Betfair, as they do in all instances like this, worked with the commission. That bet was outed. There is nothing in the story that corroborates his story that he was heavily long his horse.
The reaction seems to be mixed, which is what we often see in racing. On one side, the Racing B*tch noted:
Oh puhleese, save us the sob stories about the suspension Matthew Cahill has copped. U do the crime, u do the time. Take a look at the ride.Lately we have seen evidence of race tampering in Australia, and at times in Britain. In North America we rarely see it. Is it because it does not happen here?
— RacingB*tch (@Racingb_tch) September 12, 2012
Likley not. In other countries where punting is taken seriously, these things tend to be uncovered, because they want to uncover them and they have the means to uncover them. In North America we see some in knee-jerk fashion blame a place like betfair for causing the problem, when all it does is bring the problem to everyone's attention.
This is not unlike, for example, a track who has no blood testing. They won't have any positive tests, but it doesn't make them better off than a place that can call a tree frog positive because they do test. If you're honest, where do you want to race your horses and bet?
I continually marvel at Hong Kong and Australia. In those countries punters are treated with a ton of respect, just like stock market investors are here in North America. Their hard-earned betting dollars mean something.
__________________________________
Notes: I followed the Night School executive chat yesterday. There seemed to be a ton of backslapping about what racing has done good of late. I don't belittle it. There are some areas we have done well - like the use of social media and twitter helped along by the America's Best Racing initiative.

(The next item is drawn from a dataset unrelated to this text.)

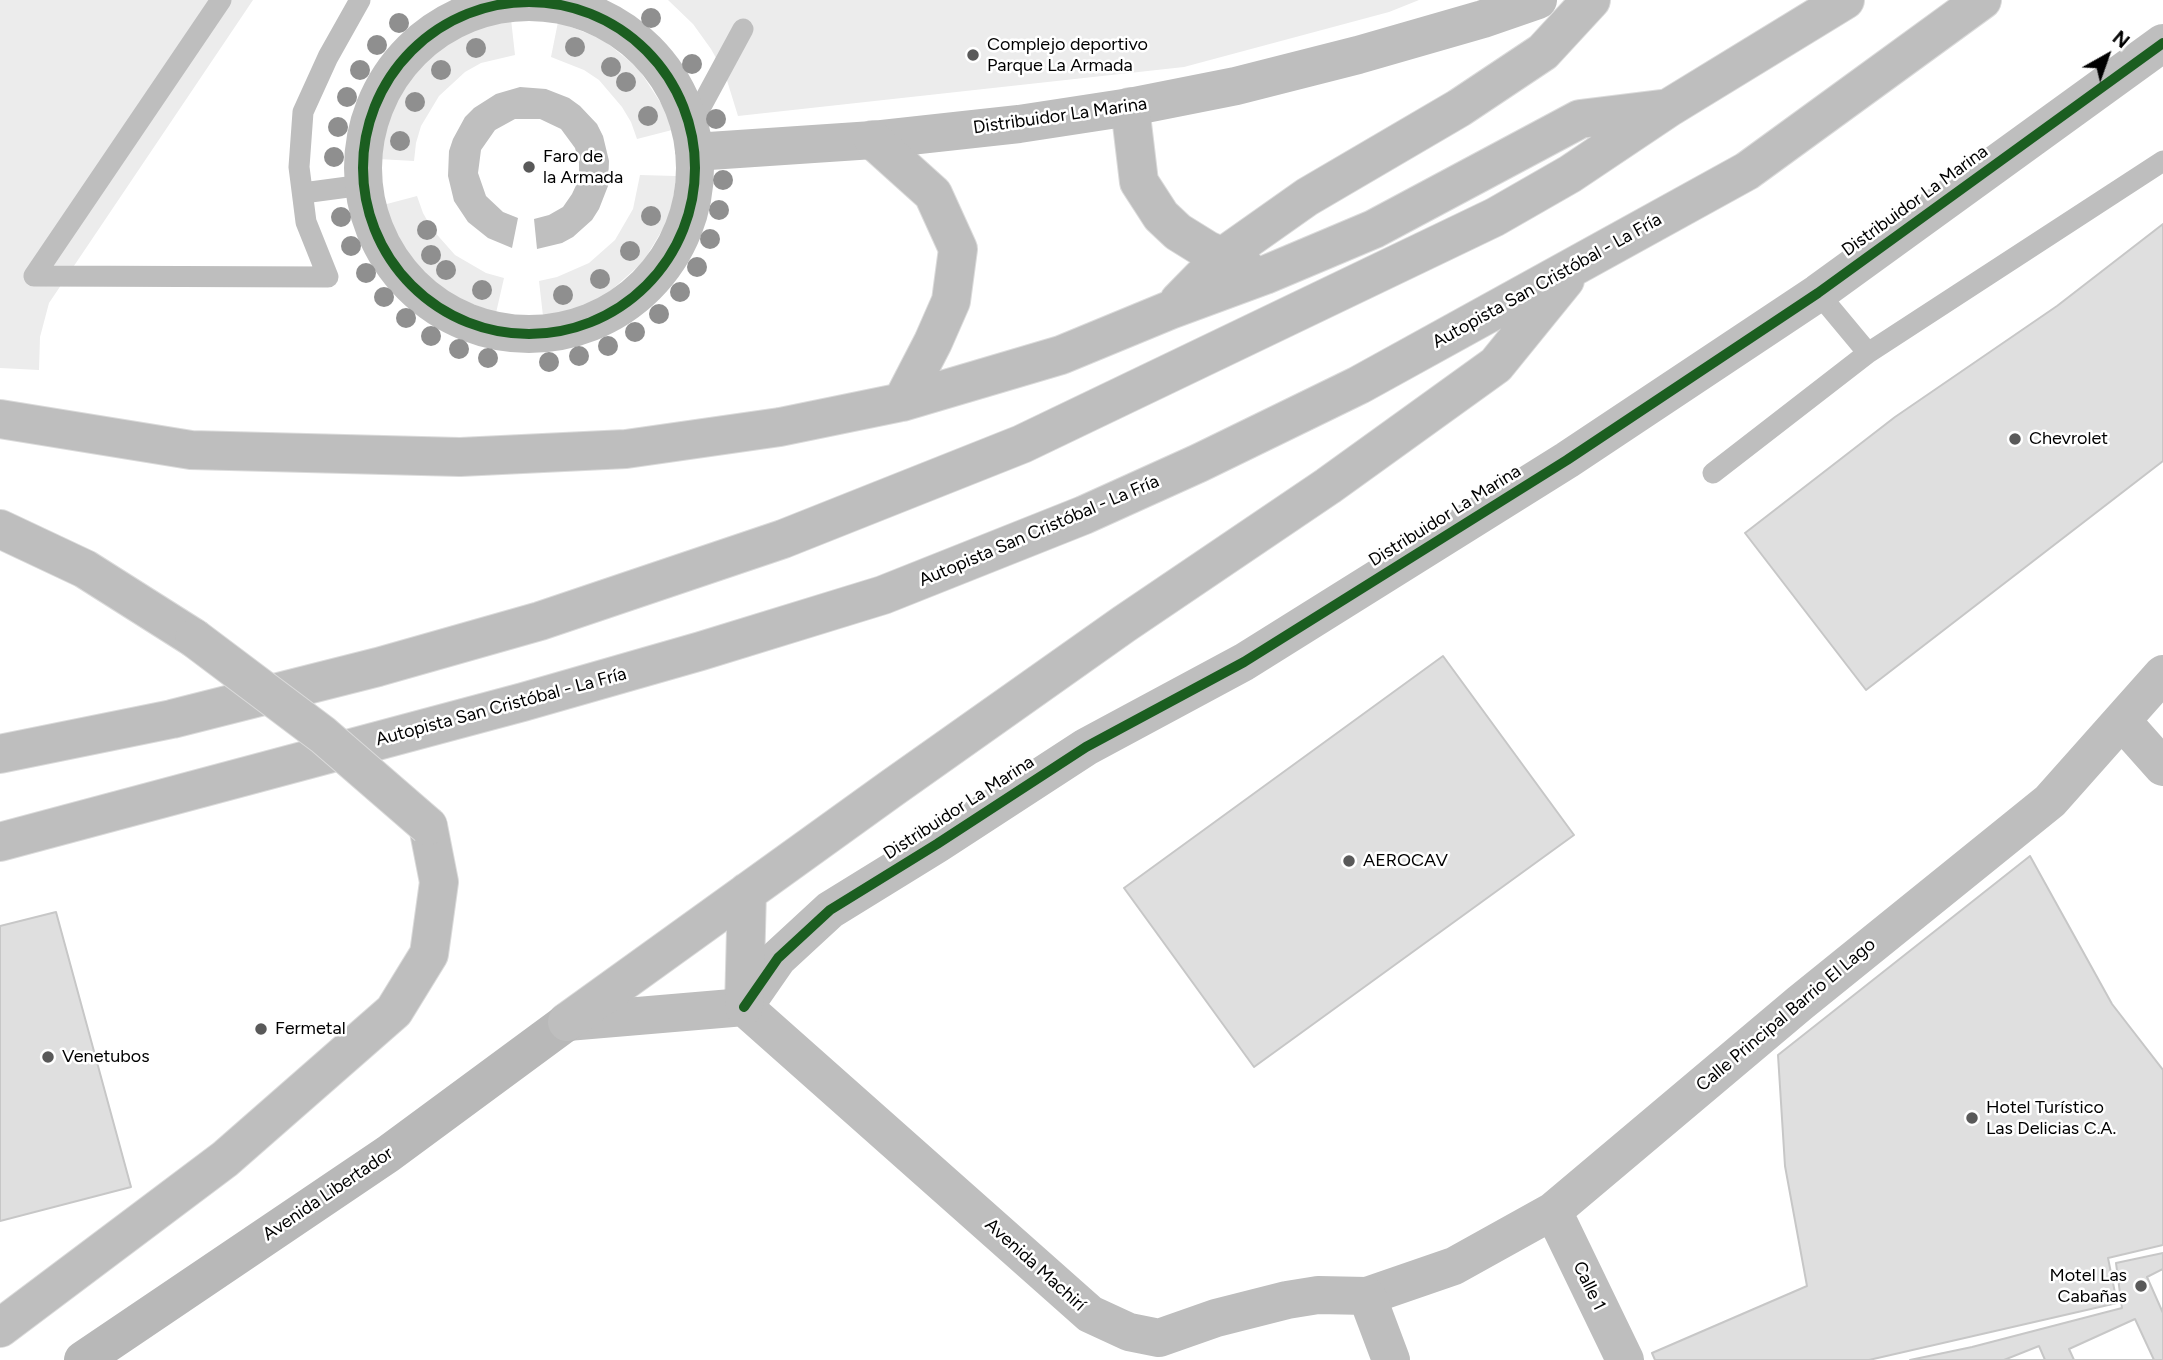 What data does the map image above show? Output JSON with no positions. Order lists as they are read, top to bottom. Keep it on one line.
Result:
{"streets":{"main road":["Distribuidor La Marina","Autopista San Cristóbal - La Fría","Calle Principal Barrio El Lago","Avenida Libertador","Avenida Machirí","Calle 1"]},"crossings":[["Distribuidor La Marina","Avenida Machirí"],["Calle Principal Barrio El Lago","Avenida Machirí"],["Calle Principal Barrio El Lago","Calle 1"]],"places":["Complejo deportivo Parque La Armada","Faro de la Armada","Chevrolet","AEROCAV","Fermetal","Venetubos","Hotel Turístico Las Delicias C.A.","Motel Las Cabañas"],"north":"top right"} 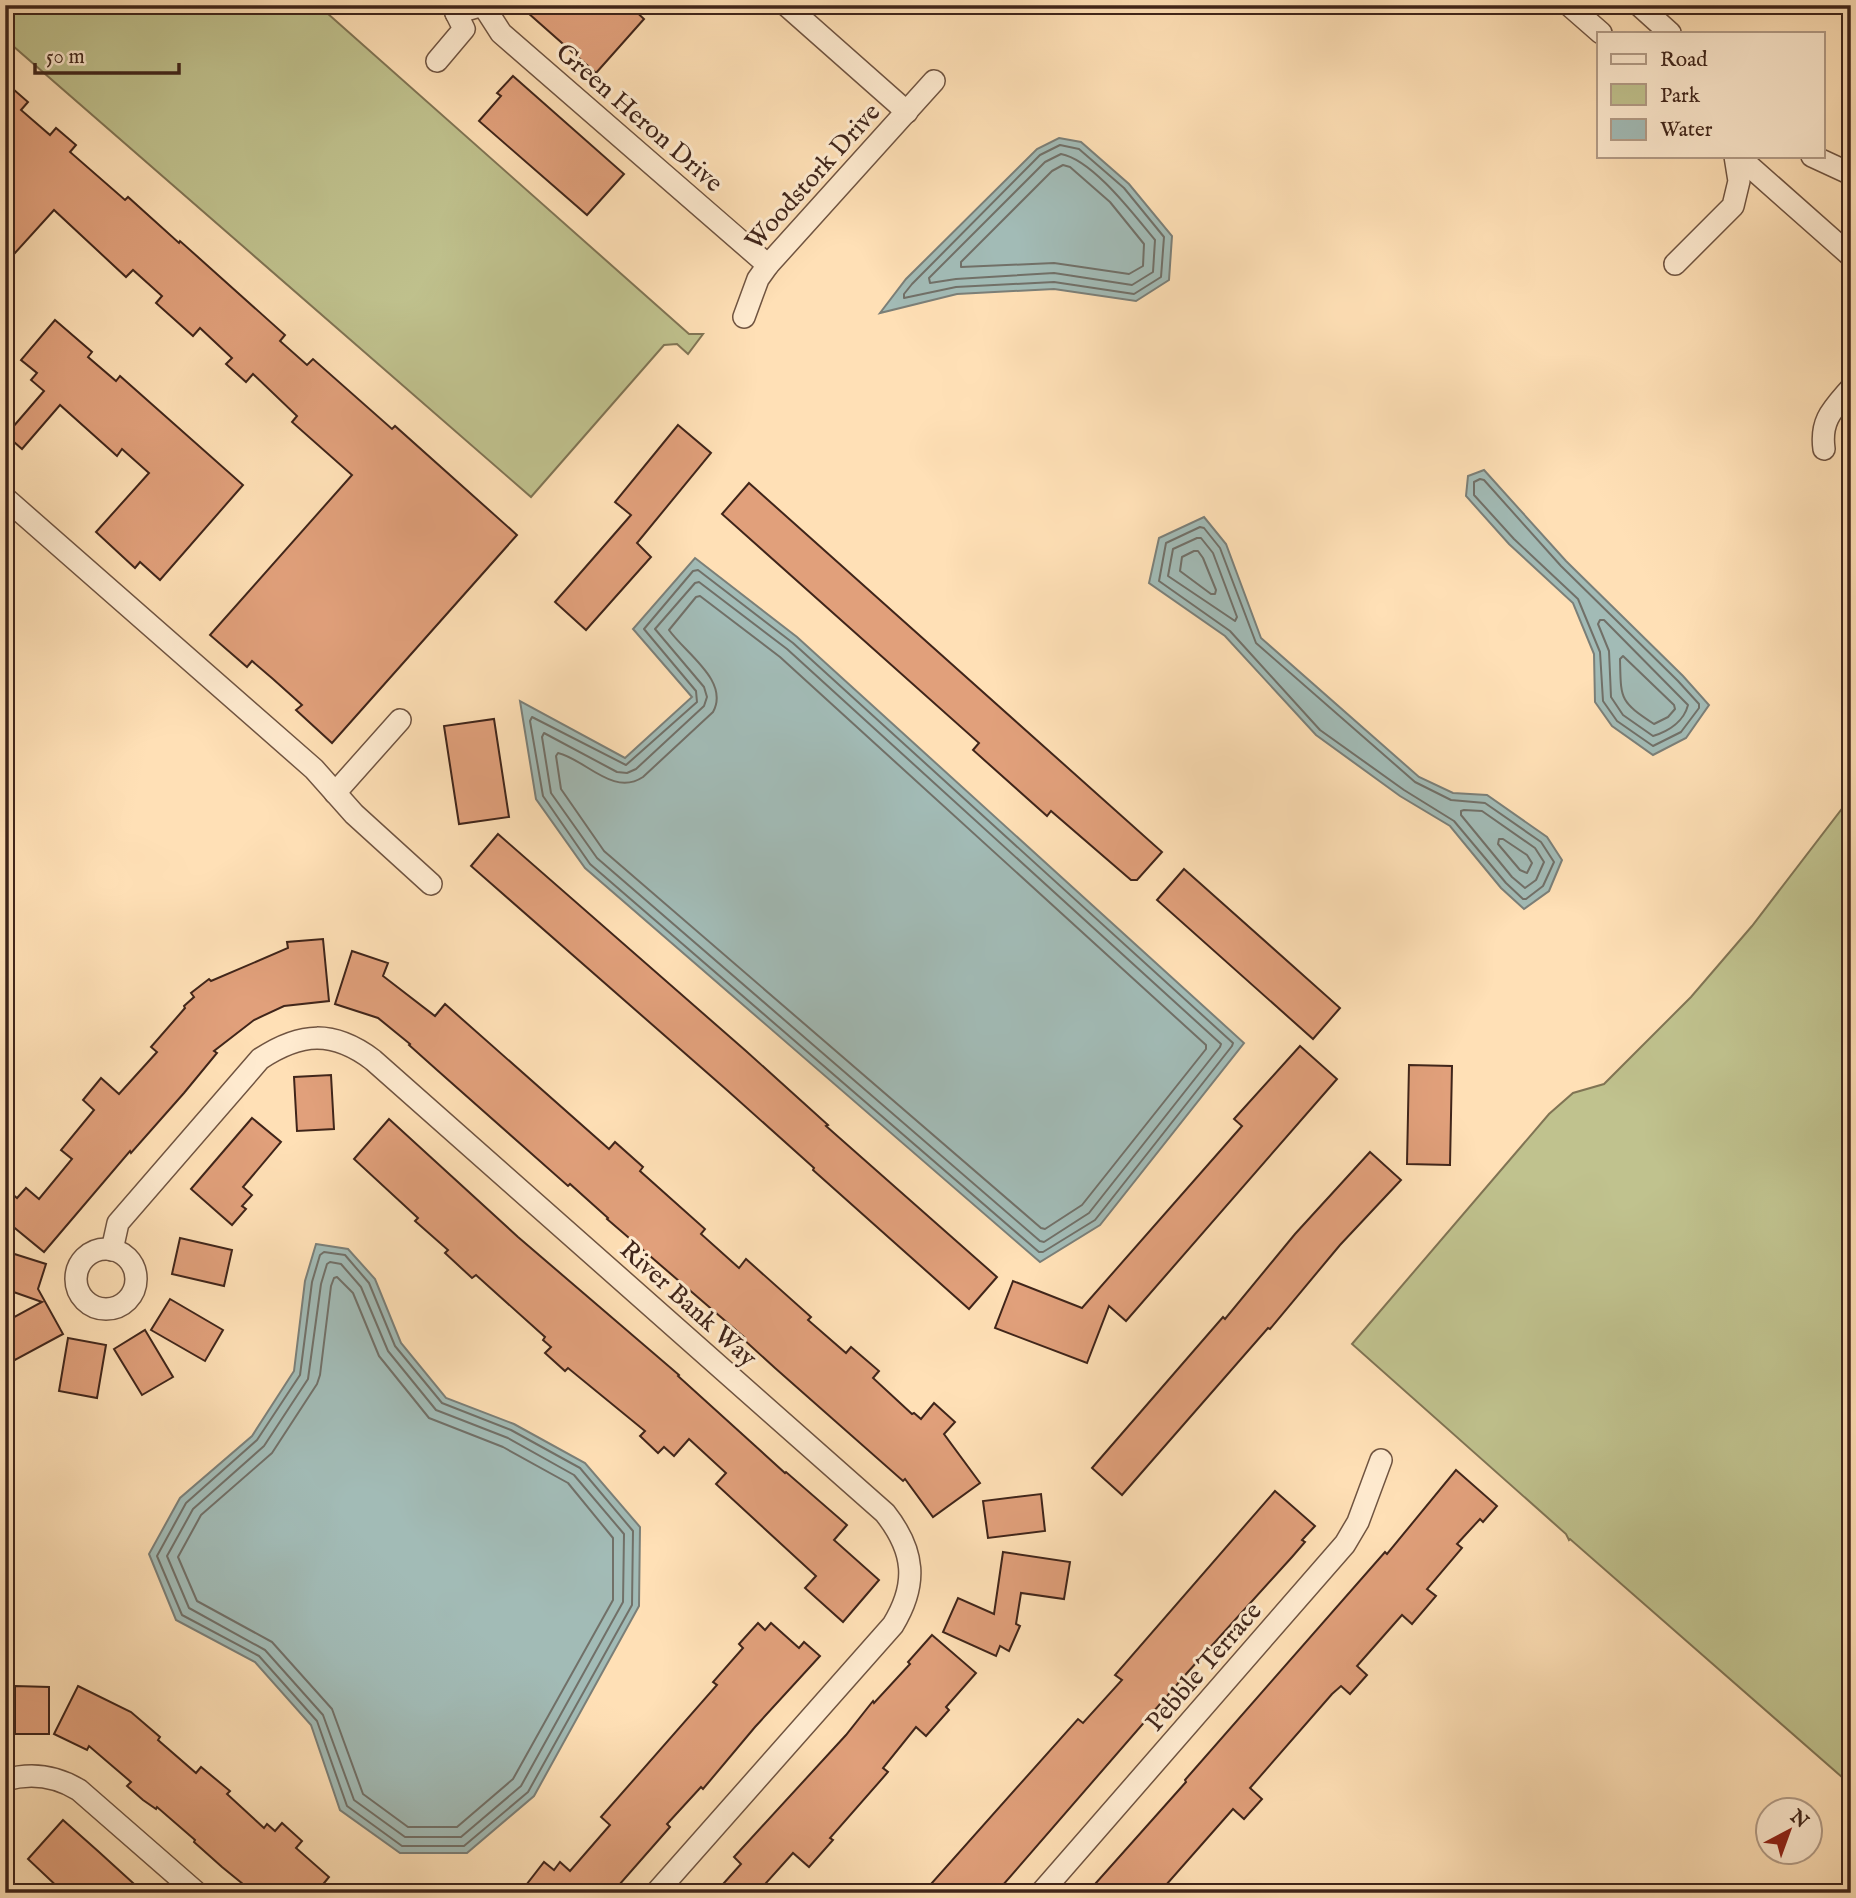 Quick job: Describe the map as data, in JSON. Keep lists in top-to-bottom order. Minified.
{"streets":{"street":["Green Heron Drive","Woodstork Drive","River Bank Way","Pebble Terrace"]},"crossings":[["Green Heron Drive","Woodstork Drive"]],"legend":["Road","Park","Water"],"scale_bar":"50 m","north":"top right"}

However, we have done very poorly on many fundamental issues and those were nary mentioned. It seems like everyone wanted to appease every faction. It probably was not the venue to talk turkey about any group, but I find that happens behind closed doors as well. We in racing look at the path of least resistance when we deal with our problems, in my opinion. These problems are too large to do that. To fix racing's problems there will be winners and losers, because changing the status quo makes that assured. We seem to want to change, while not offending anyone. That makes real change impossible.
Alan over a LATG looks at New York's delays on getting anything done. I have to chuckle because Ontario takes that to the nth degree. We're still sitting here with yearling sales going off without the foggiest bit of knowledge what next year will look like.
Detour Hanover, the highest price harness yearling in history, debuted yesterday. He held on to win by a head in a slow time.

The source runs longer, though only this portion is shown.